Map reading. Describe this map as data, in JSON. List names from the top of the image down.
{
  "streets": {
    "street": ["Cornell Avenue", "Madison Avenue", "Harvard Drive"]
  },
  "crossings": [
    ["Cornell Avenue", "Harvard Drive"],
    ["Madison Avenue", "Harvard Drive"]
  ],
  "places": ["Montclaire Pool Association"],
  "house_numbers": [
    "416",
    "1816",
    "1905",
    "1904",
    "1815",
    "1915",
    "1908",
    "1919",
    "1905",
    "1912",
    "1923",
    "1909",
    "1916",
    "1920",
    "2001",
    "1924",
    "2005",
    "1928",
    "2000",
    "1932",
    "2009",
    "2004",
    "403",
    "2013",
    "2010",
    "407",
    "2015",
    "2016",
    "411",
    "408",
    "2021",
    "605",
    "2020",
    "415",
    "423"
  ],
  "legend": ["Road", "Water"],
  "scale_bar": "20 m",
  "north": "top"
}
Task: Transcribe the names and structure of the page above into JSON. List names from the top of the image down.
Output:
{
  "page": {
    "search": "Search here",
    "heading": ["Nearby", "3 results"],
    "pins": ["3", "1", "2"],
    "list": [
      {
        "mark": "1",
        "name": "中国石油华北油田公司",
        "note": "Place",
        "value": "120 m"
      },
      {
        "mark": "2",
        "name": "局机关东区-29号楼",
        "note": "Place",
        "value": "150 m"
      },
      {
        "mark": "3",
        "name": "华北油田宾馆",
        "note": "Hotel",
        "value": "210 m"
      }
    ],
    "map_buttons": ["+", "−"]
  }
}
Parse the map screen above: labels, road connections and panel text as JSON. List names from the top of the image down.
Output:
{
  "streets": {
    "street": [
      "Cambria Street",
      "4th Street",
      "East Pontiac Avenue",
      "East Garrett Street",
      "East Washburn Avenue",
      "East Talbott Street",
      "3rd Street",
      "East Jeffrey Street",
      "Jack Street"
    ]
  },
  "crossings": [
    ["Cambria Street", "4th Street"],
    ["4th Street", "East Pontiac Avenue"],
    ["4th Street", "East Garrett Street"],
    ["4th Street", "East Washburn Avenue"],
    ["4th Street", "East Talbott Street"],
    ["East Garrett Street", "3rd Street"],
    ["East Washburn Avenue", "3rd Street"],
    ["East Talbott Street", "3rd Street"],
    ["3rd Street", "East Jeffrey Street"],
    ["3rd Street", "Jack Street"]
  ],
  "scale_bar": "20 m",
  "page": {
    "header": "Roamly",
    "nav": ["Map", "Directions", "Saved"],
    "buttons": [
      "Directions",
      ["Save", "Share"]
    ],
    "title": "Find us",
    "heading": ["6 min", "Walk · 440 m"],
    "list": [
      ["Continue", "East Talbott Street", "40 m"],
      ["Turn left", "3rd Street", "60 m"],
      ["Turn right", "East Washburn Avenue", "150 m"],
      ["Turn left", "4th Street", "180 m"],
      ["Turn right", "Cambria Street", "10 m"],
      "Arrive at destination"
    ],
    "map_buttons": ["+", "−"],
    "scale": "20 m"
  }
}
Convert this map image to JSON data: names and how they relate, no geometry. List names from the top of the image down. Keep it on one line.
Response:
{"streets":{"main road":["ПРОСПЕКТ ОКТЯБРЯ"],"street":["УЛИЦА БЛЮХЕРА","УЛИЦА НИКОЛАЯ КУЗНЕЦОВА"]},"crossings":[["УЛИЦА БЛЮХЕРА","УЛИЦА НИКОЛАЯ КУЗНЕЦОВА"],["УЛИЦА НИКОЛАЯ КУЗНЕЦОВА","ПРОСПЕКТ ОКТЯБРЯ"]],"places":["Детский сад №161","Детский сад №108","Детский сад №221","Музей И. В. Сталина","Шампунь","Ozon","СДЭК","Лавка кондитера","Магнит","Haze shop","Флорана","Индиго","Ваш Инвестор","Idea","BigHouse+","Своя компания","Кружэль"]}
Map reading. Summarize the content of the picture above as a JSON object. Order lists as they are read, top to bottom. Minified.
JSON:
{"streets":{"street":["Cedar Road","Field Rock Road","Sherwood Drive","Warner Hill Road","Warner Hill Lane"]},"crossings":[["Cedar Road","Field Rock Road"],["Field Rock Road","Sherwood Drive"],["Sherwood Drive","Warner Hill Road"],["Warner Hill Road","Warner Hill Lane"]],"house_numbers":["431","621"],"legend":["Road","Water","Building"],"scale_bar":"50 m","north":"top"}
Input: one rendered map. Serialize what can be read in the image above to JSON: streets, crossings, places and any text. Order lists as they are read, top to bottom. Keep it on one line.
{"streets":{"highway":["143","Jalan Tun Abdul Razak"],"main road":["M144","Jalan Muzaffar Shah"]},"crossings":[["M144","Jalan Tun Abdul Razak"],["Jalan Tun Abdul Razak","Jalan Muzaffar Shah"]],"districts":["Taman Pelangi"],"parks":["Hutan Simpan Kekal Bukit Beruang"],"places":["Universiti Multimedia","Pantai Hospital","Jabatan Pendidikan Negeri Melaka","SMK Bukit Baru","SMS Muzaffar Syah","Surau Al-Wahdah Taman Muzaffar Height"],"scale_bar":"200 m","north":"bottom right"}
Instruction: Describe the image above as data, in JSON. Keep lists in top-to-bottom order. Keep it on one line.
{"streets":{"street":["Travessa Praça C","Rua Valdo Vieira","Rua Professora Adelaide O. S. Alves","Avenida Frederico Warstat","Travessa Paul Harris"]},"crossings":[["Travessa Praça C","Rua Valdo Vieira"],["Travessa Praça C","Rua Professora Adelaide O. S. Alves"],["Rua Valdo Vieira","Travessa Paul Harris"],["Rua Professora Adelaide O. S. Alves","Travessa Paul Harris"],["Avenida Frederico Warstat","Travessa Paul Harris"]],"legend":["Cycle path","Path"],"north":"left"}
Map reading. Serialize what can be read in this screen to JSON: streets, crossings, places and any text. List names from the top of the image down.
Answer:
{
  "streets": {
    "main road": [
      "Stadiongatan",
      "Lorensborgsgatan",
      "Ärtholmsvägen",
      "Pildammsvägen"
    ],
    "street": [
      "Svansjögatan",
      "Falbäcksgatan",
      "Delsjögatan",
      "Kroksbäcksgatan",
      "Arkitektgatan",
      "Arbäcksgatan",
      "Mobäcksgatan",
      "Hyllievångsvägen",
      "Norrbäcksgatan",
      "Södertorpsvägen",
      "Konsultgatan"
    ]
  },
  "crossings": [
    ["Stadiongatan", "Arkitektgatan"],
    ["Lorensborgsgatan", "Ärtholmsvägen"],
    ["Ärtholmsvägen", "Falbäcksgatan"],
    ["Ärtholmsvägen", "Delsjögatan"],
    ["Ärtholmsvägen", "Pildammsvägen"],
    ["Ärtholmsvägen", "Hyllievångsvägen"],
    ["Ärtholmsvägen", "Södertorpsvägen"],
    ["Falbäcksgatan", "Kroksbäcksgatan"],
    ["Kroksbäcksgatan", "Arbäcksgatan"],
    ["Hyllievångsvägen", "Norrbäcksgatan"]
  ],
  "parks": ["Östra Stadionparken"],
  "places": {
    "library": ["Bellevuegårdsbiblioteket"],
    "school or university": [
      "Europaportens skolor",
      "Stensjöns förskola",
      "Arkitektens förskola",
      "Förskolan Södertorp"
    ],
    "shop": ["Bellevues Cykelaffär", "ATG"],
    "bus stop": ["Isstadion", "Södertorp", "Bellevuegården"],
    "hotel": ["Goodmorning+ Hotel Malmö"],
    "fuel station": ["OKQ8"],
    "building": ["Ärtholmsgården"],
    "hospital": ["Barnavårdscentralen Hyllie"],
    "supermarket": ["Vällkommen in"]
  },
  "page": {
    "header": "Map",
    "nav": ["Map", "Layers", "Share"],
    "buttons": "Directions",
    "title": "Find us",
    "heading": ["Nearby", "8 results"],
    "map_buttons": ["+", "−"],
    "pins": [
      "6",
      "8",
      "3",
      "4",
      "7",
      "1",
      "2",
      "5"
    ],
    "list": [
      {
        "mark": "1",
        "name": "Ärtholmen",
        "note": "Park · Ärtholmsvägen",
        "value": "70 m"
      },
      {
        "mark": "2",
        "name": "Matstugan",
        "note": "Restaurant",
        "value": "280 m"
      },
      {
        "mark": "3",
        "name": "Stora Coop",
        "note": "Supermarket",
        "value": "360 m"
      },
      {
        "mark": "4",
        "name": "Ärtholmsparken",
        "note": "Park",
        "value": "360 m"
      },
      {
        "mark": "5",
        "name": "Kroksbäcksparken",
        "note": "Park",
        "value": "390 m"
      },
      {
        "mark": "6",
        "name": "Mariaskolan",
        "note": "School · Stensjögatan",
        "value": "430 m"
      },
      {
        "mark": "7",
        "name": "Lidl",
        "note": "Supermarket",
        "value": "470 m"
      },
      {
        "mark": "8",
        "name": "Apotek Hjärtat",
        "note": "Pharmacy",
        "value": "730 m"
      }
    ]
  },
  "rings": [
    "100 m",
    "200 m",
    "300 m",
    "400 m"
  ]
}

+++

Retype, exactly and with nothing added, the lines of the material above from the first through the one that contains "Parse the map".

### Output below
Map reading. Describe this map as data, in JSON. List names from the top of the image down.
{
  "streets": {
    "street": ["Cornell Avenue", "Madison Avenue", "Harvard Drive"]
  },
  "crossings": [
    ["Cornell Avenue", "Harvard Drive"],
    ["Madison Avenue", "Harvard Drive"]
  ],
  "places": ["Montclaire Pool Association"],
  "house_numbers": [
    "416",
    "1816",
    "1905",
    "1904",
    "1815",
    "1915",
    "1908",
    "1919",
    "1905",
    "1912",
    "1923",
    "1909",
    "1916",
    "1920",
    "2001",
    "1924",
    "2005",
    "1928",
    "2000",
    "1932",
    "2009",
    "2004",
    "403",
    "2013",
    "2010",
    "407",
    "2015",
    "2016",
    "411",
    "408",
    "2021",
    "605",
    "2020",
    "415",
    "423"
  ],
  "legend": ["Road", "Water"],
  "scale_bar": "20 m",
  "north": "top"
}
Task: Transcribe the names and structure of the page above into JSON. List names from the top of the image down.
Output:
{
  "page": {
    "search": "Search here",
    "heading": ["Nearby", "3 results"],
    "pins": ["3", "1", "2"],
    "list": [
      {
        "mark": "1",
        "name": "中国石油华北油田公司",
        "note": "Place",
        "value": "120 m"
      },
      {
        "mark": "2",
        "name": "局机关东区-29号楼",
        "note": "Place",
        "value": "150 m"
      },
      {
        "mark": "3",
        "name": "华北油田宾馆",
        "note": "Hotel",
        "value": "210 m"
      }
    ],
    "map_buttons": ["+", "−"]
  }
}
Parse the map screen above: labels, road connections and panel text as JSON. List names from the top of the image down.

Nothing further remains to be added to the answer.